Dataset entries:
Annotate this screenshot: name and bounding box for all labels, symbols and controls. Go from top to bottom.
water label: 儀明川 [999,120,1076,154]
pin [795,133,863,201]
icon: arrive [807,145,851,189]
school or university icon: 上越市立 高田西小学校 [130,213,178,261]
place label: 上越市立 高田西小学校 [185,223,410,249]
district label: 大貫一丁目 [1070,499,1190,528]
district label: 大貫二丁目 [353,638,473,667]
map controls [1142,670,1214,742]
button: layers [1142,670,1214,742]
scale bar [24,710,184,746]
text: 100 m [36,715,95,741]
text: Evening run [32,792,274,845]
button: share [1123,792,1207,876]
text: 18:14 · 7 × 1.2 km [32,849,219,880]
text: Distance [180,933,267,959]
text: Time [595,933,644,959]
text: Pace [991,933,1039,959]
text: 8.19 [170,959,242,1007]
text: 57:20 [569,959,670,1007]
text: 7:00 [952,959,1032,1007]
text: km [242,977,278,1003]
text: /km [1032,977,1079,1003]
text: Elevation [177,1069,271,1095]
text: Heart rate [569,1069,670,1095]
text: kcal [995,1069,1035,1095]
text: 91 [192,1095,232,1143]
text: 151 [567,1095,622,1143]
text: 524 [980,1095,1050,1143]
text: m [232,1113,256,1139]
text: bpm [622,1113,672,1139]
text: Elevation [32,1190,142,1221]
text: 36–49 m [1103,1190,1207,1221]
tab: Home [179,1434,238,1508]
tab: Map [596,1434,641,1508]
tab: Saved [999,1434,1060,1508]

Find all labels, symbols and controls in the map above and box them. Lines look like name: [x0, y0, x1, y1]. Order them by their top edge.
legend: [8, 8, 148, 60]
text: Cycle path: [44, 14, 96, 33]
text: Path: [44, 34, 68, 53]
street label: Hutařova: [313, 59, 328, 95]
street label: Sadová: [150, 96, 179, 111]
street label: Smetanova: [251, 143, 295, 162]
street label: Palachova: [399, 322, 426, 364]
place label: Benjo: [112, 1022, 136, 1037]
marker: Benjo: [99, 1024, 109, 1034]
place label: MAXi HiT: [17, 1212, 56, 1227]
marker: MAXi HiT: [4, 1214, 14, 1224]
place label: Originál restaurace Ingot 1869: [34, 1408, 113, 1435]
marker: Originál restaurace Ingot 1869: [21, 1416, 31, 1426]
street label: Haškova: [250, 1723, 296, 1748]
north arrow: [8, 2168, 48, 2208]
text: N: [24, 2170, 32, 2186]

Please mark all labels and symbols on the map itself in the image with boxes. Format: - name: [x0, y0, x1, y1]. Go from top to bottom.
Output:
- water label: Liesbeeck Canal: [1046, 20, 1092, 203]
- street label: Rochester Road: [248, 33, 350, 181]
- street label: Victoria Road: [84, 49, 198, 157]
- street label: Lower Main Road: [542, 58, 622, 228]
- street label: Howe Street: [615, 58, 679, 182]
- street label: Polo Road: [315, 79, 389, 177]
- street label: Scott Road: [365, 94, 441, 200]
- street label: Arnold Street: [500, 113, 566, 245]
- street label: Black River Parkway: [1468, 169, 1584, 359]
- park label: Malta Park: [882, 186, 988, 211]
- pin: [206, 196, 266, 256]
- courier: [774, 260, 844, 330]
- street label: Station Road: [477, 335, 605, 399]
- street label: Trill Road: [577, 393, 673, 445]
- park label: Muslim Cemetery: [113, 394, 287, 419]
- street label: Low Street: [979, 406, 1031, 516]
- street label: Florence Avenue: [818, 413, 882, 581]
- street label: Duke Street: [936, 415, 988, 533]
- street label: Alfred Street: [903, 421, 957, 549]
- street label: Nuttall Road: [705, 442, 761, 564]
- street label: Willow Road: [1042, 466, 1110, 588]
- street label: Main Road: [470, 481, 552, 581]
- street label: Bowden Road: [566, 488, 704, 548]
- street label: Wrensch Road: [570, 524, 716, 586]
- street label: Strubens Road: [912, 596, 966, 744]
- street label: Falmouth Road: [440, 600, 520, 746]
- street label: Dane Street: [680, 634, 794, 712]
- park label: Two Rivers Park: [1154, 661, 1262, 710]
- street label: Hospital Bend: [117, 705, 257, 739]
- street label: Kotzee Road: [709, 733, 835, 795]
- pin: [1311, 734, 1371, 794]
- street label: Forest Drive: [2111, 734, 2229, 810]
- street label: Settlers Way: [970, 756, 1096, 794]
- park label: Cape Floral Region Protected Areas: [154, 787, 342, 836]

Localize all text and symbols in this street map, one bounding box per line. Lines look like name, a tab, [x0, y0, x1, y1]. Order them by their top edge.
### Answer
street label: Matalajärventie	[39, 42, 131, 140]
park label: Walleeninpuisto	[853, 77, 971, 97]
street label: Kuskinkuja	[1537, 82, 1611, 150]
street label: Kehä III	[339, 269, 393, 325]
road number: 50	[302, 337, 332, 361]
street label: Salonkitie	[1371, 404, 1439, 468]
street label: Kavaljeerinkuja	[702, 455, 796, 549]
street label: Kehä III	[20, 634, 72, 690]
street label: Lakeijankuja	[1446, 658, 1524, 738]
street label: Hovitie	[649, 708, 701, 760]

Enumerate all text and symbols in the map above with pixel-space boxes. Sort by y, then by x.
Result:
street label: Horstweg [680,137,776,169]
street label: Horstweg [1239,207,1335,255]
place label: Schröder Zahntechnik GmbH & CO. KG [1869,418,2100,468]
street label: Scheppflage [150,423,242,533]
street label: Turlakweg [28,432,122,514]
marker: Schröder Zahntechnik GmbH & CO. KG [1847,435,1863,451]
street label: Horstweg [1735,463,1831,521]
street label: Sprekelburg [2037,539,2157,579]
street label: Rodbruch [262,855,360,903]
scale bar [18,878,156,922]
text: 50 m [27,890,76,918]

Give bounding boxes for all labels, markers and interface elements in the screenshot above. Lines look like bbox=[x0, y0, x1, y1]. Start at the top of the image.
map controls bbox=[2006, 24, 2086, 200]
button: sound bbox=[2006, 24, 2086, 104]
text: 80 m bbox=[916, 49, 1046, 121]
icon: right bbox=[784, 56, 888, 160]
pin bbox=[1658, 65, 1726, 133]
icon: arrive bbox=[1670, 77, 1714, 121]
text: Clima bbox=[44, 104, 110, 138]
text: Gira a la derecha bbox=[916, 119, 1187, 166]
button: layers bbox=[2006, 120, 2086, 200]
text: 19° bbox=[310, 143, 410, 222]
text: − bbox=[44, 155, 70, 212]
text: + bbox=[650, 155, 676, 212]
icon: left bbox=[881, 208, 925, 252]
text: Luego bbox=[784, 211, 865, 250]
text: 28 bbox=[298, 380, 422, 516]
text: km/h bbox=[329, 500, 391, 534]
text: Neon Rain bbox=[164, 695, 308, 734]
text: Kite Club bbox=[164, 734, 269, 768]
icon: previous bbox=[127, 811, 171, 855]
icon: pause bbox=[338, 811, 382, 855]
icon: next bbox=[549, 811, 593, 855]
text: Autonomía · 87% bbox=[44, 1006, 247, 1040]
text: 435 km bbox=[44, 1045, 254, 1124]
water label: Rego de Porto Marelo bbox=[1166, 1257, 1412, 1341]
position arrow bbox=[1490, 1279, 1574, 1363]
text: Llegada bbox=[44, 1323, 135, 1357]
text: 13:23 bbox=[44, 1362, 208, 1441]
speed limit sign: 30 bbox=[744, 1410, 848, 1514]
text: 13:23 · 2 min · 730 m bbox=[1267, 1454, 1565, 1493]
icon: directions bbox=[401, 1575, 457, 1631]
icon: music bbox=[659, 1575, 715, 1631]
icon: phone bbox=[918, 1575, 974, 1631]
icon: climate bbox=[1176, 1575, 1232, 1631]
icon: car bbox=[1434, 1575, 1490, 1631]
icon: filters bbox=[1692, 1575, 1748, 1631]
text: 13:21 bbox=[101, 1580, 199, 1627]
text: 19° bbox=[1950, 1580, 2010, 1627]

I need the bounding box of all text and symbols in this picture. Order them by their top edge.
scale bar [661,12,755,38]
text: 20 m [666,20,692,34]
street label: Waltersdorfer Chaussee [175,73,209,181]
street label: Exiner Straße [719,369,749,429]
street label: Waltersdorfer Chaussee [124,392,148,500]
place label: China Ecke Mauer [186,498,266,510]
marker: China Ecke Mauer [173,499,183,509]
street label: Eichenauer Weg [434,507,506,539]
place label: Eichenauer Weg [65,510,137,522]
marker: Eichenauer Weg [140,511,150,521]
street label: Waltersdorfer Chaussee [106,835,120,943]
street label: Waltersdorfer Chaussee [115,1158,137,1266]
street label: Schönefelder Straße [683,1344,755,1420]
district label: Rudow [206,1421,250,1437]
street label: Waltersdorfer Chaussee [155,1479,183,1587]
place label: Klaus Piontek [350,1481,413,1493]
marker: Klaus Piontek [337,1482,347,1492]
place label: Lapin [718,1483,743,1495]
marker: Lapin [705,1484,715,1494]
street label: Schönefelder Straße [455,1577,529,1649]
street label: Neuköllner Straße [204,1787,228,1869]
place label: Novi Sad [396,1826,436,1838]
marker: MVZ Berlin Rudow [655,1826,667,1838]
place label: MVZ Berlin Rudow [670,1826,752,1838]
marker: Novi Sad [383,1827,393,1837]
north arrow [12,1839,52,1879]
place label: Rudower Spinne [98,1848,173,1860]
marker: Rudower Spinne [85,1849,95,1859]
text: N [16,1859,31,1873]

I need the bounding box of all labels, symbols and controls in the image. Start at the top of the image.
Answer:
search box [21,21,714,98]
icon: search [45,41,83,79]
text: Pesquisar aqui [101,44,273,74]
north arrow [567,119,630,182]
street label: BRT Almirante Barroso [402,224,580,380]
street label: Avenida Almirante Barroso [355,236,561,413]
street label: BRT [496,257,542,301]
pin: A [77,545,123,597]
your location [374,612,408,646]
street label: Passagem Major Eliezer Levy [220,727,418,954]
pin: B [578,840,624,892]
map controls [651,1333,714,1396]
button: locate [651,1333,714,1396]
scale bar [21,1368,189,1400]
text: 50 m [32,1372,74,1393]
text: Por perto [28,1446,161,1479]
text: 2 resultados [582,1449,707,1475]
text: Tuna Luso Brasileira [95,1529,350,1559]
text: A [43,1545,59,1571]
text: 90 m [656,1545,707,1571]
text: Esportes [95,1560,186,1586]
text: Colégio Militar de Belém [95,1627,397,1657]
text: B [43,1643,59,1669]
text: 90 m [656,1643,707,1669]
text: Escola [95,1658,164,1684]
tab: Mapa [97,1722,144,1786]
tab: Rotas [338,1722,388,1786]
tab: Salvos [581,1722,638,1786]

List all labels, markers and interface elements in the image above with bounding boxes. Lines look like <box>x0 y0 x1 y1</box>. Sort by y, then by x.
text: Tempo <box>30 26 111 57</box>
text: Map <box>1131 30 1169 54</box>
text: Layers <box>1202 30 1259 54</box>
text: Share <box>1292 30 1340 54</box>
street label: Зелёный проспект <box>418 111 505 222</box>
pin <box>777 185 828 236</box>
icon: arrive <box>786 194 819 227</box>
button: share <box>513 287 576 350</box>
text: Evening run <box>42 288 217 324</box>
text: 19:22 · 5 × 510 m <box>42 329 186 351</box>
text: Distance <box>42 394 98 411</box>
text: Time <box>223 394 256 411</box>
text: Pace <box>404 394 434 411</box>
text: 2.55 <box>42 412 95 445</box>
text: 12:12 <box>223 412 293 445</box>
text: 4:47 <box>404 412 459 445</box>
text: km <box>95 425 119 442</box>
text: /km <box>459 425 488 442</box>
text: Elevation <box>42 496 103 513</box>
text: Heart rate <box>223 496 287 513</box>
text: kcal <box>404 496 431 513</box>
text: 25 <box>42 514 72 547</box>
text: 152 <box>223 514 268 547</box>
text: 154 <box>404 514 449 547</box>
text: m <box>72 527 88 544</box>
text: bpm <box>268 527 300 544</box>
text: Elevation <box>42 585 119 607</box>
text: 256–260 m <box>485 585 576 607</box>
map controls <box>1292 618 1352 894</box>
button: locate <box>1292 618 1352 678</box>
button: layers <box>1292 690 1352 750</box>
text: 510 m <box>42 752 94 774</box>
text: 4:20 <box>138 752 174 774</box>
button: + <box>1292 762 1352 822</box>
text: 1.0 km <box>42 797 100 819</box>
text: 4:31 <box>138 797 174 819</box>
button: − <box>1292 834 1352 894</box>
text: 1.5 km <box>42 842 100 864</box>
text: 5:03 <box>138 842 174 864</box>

→ TASK GOAL
Give the number of lines in the entries above that include the string "Distance". Write nothing but that number.

→ WRITTEN RESPONSE
2